What is Natural Language Processing (NLP)?
Natural Language Processing (NLP) is the field of artificial intelligence focused on enabling computers to understand, interpret, generate, and reason about human language — in both text and speech form.
Natural Language Processing (NLP): Full Explanation
Natural Language Processing (NLP) is one of the oldest and most practically impactful areas of AI. For decades before LLMs existed, NLP powered email spam filters, sentiment analysis tools, machine translation, and speech recognition. Today, NLP is the foundation on which LLMs are built — and the two terms are increasingly used together.
NLP encompasses a wide range of tasks: Named Entity Recognition (identifying people, organisations, and places in text), Sentiment Analysis (determining whether text expresses positive, negative, or neutral sentiment), Text Classification, Machine Translation, Summarisation, Question Answering, and Intent Detection.

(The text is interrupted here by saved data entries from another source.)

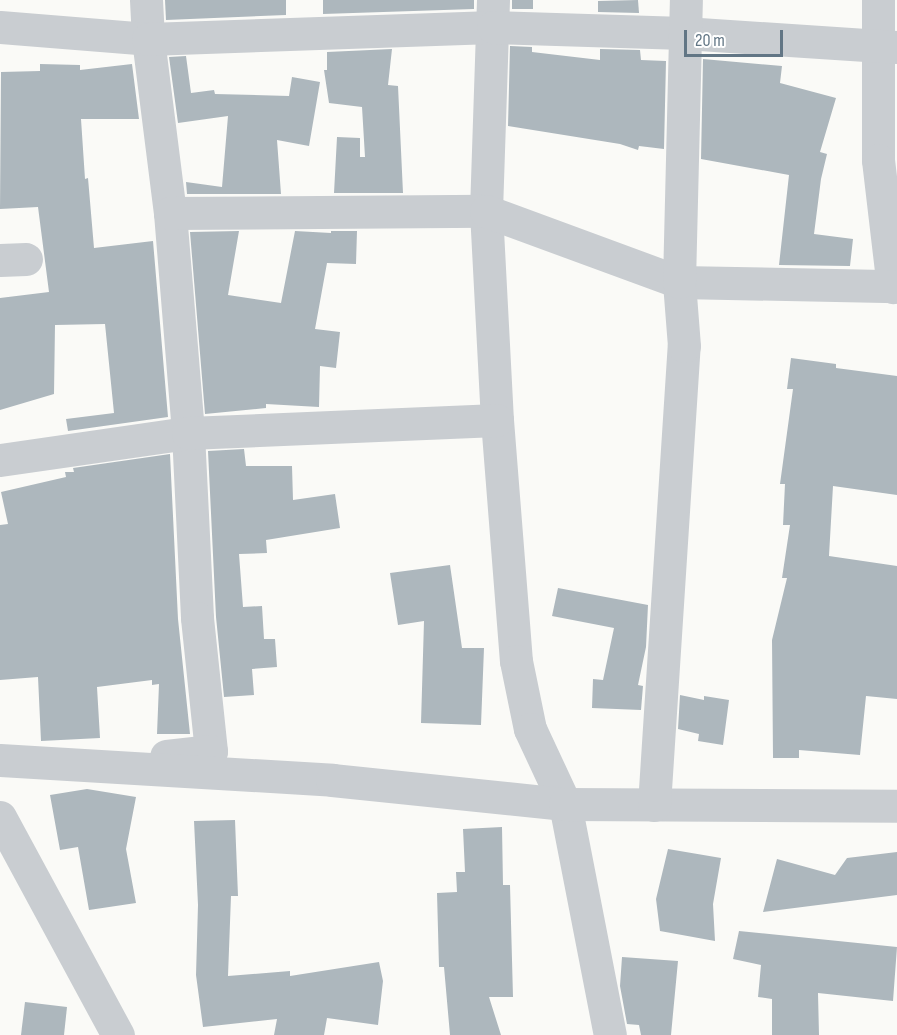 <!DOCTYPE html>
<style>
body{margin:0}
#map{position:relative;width:897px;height:1035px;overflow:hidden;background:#fafaf7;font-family:"Sofia Sans Condensed",sans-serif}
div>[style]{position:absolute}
.building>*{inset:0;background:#adb7bd;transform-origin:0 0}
.minor>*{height:33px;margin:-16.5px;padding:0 16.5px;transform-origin:16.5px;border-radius:16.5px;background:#c9cdd1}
span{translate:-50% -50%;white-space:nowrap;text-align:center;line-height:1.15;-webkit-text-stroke:6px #fff;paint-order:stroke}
.scale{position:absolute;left:684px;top:30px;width:99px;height:27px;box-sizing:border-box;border:3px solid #627685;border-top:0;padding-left:8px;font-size:18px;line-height:21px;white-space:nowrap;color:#627685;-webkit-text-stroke:4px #fff;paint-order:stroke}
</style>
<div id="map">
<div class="building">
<div style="clip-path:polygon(165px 0,286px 0,286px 15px,166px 20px)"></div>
<div style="clip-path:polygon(323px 0,474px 0,474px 9px,323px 14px)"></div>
<div style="left:512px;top:0;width:21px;height:9px"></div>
<div style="clip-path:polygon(638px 0,639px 13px,598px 12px,598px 1px)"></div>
<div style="clip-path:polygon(510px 46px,532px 47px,532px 52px,600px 60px,600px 49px,640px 50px,641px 60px,666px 61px,664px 149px,639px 146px,638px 150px,620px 144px,508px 126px)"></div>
<div style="clip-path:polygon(392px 49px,388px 85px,398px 86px,403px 193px,334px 193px,337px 137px,360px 138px,360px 157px,365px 157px,362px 107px,329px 103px,324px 70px,327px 70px,327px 52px)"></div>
<div style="clip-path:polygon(186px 56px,191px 93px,214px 90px,215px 94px,289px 96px,292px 77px,320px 82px,309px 146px,277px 140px,281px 194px,187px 194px,186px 182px,222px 187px,228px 116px,178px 123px,169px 57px)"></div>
<div style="clip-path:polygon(703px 59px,782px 66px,780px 83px,836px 98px,820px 152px,827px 154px,821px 179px,814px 234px,853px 239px,850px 266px,779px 265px,789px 175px,701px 159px)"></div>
<div style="clip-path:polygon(40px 64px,80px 65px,80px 70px,132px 64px,139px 119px,81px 119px,85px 179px,88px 178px,94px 248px,153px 241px,168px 417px,68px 431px,66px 419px,114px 413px,105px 324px,55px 325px,54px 394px,0 410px,0 298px,49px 292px,38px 207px,0 209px,1px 72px,40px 71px)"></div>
<div style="clip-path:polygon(239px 231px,228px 295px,281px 303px,295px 231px,331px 233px,331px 231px,357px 231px,356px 264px,327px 263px,315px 329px,340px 332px,336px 368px,320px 366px,319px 407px,266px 404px,266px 408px,205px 414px,190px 232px)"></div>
<div style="clip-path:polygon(791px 358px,836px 364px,836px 368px,897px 376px,897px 495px,833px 486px,829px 556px,897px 566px,897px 699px,866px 696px,860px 755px,799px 750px,799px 758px,773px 758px,772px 640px,787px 578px,782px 578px,790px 525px,783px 525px,785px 484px,780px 484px,793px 389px,787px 389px)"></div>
<div style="clip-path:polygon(244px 449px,246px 466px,292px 466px,293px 500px,335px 494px,340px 528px,266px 540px,267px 553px,239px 554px,243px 607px,262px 606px,264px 639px,275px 639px,277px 667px,252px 669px,254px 695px,224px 697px,216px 617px,208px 451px)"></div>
<div style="clip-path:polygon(170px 454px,178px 619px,190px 734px,157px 734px,159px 684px,152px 685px,152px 680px,97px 687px,100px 738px,41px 741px,38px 677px,0 680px,0 525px,8px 524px,1px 492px,66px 477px,65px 472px,74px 472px,73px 468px)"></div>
<div style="clip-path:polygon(450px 565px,462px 648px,484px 648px,481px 725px,421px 723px,424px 621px,398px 625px,390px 573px)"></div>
<div style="clip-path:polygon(558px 588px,648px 605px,646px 647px,638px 685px,643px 686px,641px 710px,592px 708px,593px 679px,603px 680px,614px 628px,552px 616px)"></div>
<div style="clip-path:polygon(680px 695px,704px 700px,704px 696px,729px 700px,723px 745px,698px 741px,699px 734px,678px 729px)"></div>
<div style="clip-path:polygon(87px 789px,136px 797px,126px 849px,136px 903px,89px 910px,78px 847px,60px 850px,50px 795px)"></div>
<div style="clip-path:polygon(235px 820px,238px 896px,231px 896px,228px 976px,290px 971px,290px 976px,379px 962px,383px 981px,378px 1025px,327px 1018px,324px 1035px,274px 1035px,277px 1019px,203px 1027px,196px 975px,198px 905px,194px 821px)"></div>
<div style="clip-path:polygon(502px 827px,503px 885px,510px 885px,513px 997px,489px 997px,501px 1035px,450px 1035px,444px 967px,439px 967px,437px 893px,457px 892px,456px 872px,465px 872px,463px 829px)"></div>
<div style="clip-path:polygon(668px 849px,721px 858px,713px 904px,715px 941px,660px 931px,656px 899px)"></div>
<div style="clip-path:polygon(897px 852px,897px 895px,763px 912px,777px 859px,835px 875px,847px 858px)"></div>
<div style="clip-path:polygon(739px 931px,897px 947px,893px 1001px,818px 993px,819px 1035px,772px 1035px,772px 999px,758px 997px,761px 965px,733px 959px)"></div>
<div style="clip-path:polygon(622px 957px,678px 961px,671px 1035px,641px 1035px,639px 1025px,627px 1024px,620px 986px)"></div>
<div style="clip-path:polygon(25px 1002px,67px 1007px,64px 1035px,21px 1035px)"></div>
</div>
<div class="minor">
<div style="left:146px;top:0;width:39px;rotate:87deg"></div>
<div style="left:148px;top:39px;width:175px;rotate:82.8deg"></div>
<div style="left:170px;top:213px;width:221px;rotate:85.3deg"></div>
<div style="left:188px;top:433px;width:185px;rotate:87.2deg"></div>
<div style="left:197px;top:618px;width:134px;rotate:84deg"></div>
<div style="left:211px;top:751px;width:45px;rotate:173.7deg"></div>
<div style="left:493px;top:0;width:211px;rotate:91.9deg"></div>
<div style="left:486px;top:211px;width:209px;rotate:87deg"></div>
<div style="left:497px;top:420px;width:242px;rotate:85.5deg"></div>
<div style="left:516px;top:661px;width:69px;rotate:78.4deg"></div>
<div style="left:530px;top:729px;width:83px;rotate:65deg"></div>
<div style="left:565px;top:804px;width:235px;rotate:79deg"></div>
<div style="left:878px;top:0;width:160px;rotate:90deg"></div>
<div style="left:878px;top:160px;width:128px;rotate:83.3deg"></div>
<div style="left:0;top:27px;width:148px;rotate:4.6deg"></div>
<div style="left:148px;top:39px;width:345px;rotate:-2deg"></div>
<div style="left:493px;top:27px;width:191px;rotate:1.8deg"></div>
<div style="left:684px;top:33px;width:213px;rotate:3.8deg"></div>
<div style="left:170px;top:213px;width:316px;rotate:-0.4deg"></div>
<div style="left:486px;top:211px;width:206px;rotate:20.2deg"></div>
<div style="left:679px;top:282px;width:218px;rotate:1.1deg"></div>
<div style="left:0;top:260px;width:26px;rotate:-2deg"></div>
<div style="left:0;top:460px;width:190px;rotate:-8.2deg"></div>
<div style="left:188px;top:433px;width:309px;rotate:-2.4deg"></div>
<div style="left:0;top:760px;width:333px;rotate:3.4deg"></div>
<div style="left:332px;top:780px;width:234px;rotate:5.9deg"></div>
<div style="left:565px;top:804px;width:332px;rotate:0.3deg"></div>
<div style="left:654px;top:805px;width:460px;rotate:-86.3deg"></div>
<div style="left:684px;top:346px;width:64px;rotate:-94.5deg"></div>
<div style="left:679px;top:282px;width:282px;rotate:-88.6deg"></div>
<div style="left:0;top:817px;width:248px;rotate:61.6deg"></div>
</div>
<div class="scale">20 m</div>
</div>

The LLM revolution has transformed NLP: tasks that previously required custom model training for each specific task can now be performed by a single general-purpose LLM with appropriate prompting. But specialised NLP models still outperform LLMs in narrow, high-volume tasks where inference speed and cost matter.
Key Facts About Natural Language Processing (NLP)
- ✓NLP is the broader field; LLMs are the most powerful recent class of NLP models.
- ✓Common NLP tasks: sentiment analysis, named entity recognition, classification, summarisation, translation, and intent detection.
- ✓NLP is already embedded in products you use: Google Search, Gmail auto-reply, Alexa/Siri, and customer service chatbots.
- ✓Transformer architecture (2017) was the breakthrough that enabled both modern NLP models and LLMs.
- ✓Specialised NLP models still outperform general LLMs on narrow, high-volume tasks where speed and cost matter.
- ✓India-specific NLP challenges include multilingual support (22 official languages), code-switching (Hindi-English mixing), and transliteration.
Real-World Example: Banking & Financial Services
A private bank deployed NLP models across two processes: (1) Sentiment analysis on customer service call transcripts, flagging dissatisfied customers within 30 minutes for proactive outreach — reducing escalation rates by 28%. (2) Regulatory document parsing — extracting obligation dates and compliance thresholds from RBI circulars automatically, reducing compliance analyst review time by 60%.
Frequently Asked Questions
What is the difference between NLP and LLMs?
NLP is the broad field covering all techniques for processing human language with computers. LLMs are a specific, very powerful class of NLP models. All LLMs do NLP, but NLP includes many other approaches (rule-based systems, classical ML models) that predate and complement LLMs.
Is sentiment analysis still relevant in the age of ChatGPT?
Yes. Specialised sentiment models trained on domain-specific data (product reviews, financial news, healthcare records) still outperform general LLMs for high-volume, narrow tasks in terms of accuracy, cost, and latency. LLMs are better for nuanced, context-rich sentiment interpretation.
Does NLP work for Indian languages?
Support for Indian languages in NLP has improved significantly. Google Translate, Azure Cognitive Services, and AWS Comprehend cover most major Indian languages. Multilingual LLMs like mBERT, IndicBERT, and recent GPT/Claude versions have reasonable but not perfect performance in Hindi, Tamil, Telugu, and other Indian languages.